The future? Standoff properties

Is this the end of the line? Is it the best we can do? Maybe not! The major limitation of the Bilara system is that we can only specify content at the level of the segment or range of segments, not within the segment or across parts of more than one segment. Currently this doesn’t affect us greatly. For example it means that a comment or variant reading can only be attached to the segment as a whole, not to the exact portion we are commenting on. To deal with this, we must include the lemma of the variant in the variant note.
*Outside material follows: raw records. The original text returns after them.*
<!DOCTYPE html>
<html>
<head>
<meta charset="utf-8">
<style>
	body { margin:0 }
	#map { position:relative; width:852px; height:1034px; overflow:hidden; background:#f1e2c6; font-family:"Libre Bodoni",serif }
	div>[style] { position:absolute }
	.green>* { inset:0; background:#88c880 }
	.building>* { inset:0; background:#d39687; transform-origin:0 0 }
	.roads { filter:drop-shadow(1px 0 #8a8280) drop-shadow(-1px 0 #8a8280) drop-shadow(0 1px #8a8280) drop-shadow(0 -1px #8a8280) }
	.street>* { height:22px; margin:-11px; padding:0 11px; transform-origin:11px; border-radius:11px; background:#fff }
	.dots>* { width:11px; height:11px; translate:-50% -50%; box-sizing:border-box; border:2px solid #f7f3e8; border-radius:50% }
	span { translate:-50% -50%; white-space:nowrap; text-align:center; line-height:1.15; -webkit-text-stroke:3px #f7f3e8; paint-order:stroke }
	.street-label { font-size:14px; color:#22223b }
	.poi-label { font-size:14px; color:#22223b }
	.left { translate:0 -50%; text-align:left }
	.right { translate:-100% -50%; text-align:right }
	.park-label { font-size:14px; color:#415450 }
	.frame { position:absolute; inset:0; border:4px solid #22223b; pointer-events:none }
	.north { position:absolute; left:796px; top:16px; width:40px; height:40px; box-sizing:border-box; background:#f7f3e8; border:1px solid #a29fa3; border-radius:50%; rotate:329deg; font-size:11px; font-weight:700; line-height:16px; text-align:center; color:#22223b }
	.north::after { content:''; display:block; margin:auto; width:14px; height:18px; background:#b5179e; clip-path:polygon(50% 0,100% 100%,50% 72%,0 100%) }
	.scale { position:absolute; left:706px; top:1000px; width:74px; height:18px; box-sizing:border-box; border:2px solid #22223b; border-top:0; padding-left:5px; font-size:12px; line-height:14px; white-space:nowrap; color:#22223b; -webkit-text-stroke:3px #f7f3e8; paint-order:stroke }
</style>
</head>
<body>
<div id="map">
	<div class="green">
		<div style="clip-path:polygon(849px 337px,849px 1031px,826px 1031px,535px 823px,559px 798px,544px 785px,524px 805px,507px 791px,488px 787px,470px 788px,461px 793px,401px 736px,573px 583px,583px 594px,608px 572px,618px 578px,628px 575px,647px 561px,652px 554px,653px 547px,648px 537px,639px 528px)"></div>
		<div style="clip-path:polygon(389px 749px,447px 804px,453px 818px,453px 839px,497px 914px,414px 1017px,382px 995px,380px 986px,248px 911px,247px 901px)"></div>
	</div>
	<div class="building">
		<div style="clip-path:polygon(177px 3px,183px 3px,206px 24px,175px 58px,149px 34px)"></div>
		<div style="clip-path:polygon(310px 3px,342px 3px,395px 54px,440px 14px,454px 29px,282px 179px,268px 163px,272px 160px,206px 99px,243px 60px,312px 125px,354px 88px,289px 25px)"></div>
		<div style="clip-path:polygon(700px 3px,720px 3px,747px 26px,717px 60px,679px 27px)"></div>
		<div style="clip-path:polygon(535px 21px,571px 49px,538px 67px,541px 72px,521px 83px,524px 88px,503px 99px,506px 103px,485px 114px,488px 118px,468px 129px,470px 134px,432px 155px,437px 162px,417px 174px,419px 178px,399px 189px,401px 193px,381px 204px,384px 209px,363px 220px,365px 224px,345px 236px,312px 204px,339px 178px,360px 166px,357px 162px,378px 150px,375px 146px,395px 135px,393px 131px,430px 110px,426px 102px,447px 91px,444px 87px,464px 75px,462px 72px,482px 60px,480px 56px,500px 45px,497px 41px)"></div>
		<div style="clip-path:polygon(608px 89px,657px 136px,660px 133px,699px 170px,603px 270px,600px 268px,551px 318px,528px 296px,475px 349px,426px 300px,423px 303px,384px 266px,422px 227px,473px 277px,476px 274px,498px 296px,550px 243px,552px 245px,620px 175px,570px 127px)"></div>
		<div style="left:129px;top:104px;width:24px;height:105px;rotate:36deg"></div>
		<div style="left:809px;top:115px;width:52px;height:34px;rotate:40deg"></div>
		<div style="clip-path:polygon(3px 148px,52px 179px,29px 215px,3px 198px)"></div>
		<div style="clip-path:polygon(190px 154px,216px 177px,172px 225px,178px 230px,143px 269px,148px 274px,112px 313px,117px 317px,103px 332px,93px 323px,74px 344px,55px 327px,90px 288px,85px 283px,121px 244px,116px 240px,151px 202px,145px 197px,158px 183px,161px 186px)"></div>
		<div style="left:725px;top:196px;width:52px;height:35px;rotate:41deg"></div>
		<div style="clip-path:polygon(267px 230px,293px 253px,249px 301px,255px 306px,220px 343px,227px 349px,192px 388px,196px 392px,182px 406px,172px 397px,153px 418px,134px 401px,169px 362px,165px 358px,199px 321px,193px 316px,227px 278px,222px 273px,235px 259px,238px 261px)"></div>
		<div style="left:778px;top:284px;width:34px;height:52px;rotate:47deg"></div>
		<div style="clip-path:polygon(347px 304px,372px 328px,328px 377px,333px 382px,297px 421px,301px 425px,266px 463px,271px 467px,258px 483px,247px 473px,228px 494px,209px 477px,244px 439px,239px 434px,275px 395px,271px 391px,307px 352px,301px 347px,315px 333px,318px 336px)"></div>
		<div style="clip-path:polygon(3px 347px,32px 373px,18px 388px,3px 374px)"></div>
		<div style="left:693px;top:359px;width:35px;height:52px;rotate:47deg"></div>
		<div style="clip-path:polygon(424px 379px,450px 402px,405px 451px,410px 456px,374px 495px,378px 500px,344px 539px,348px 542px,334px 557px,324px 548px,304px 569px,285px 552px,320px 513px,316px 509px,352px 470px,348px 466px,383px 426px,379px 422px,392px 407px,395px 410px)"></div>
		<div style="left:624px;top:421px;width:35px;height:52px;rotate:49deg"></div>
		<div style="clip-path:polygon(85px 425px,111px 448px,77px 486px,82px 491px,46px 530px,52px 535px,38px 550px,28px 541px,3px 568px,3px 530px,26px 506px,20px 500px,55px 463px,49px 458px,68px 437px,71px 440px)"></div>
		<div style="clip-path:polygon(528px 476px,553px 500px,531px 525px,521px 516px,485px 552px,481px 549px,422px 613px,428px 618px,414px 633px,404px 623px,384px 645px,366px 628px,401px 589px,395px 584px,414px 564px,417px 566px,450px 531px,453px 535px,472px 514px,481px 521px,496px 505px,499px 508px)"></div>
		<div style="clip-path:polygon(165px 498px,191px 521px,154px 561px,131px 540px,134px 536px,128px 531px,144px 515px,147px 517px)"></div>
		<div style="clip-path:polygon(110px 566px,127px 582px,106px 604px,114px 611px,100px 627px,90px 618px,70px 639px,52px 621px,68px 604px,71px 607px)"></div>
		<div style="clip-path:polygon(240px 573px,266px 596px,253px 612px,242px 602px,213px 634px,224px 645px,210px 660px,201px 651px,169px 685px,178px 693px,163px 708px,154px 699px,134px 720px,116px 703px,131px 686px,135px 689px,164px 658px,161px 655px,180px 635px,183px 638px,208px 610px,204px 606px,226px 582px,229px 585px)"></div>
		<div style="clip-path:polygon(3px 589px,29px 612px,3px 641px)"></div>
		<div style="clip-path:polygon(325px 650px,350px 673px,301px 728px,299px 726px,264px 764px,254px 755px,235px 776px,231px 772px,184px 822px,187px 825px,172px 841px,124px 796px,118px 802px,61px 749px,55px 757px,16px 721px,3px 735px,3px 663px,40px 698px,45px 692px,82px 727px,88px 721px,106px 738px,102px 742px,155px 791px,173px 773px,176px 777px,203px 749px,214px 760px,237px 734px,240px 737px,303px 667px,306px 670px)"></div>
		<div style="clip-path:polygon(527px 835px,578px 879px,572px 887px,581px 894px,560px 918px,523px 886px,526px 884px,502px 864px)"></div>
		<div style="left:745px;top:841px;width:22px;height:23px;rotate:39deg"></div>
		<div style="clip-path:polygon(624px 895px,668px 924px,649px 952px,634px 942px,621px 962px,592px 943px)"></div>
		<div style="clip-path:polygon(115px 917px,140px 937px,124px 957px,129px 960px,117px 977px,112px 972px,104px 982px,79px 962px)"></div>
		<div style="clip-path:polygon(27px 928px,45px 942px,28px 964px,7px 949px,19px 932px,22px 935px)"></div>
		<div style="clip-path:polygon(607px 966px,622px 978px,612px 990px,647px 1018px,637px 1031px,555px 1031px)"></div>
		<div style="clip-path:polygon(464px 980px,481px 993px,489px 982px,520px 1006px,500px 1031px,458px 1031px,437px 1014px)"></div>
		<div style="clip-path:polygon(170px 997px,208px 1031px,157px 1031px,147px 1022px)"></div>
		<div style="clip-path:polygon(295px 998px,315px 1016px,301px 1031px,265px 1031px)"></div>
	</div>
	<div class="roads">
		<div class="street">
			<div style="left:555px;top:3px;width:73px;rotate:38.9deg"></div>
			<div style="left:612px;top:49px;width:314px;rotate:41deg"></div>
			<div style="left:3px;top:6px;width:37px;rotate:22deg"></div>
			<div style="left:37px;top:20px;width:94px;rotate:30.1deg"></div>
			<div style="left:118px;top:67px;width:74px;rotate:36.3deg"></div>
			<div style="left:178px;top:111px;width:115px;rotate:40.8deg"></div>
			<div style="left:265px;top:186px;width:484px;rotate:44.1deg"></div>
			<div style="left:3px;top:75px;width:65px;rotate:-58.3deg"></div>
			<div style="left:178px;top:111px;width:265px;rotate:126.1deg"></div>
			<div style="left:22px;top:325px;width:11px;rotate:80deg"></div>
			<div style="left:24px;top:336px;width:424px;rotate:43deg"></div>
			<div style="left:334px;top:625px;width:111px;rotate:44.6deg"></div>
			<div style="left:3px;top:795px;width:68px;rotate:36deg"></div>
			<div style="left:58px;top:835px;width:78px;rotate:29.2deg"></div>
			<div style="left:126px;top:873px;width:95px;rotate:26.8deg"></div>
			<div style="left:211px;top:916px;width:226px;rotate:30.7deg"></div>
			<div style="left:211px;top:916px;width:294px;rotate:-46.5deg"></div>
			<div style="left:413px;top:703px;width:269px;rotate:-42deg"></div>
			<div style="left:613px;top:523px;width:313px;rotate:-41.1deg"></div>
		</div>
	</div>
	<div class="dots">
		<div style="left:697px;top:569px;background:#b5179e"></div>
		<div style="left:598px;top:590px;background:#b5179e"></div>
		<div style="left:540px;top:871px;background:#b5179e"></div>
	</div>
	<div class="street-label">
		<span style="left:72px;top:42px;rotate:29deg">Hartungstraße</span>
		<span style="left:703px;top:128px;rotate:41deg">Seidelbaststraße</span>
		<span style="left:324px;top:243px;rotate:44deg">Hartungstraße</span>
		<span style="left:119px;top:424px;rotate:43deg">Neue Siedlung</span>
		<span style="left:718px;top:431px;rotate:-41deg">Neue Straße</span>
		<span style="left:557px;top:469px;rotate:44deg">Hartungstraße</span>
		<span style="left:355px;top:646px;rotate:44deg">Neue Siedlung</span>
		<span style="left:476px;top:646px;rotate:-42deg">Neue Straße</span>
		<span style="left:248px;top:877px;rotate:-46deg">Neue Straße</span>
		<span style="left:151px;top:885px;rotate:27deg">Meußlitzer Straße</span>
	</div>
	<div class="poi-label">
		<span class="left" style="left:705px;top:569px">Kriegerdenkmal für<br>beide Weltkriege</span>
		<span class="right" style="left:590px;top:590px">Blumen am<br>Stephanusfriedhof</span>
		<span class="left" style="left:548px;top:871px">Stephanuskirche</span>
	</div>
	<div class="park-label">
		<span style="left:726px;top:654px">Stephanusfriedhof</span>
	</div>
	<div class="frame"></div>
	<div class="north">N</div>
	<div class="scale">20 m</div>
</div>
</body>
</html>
It gets harder when you have complex text-critical data on, for example, fragmentary manuscripts. This is the case for some of our Sanskrit texts. In these cases you need to specify exactly the range of characters to which a set of metadata applies.

The technical solution for this is called “standoff properties”. Essentially you define the range of characters and type of data in a separate file. While gaining traction, this approach still faces complex challenges. It is, however, of interest to the web community and there is a standards proposal. We’re keeping an eye on this and hope it may be applicable in the future.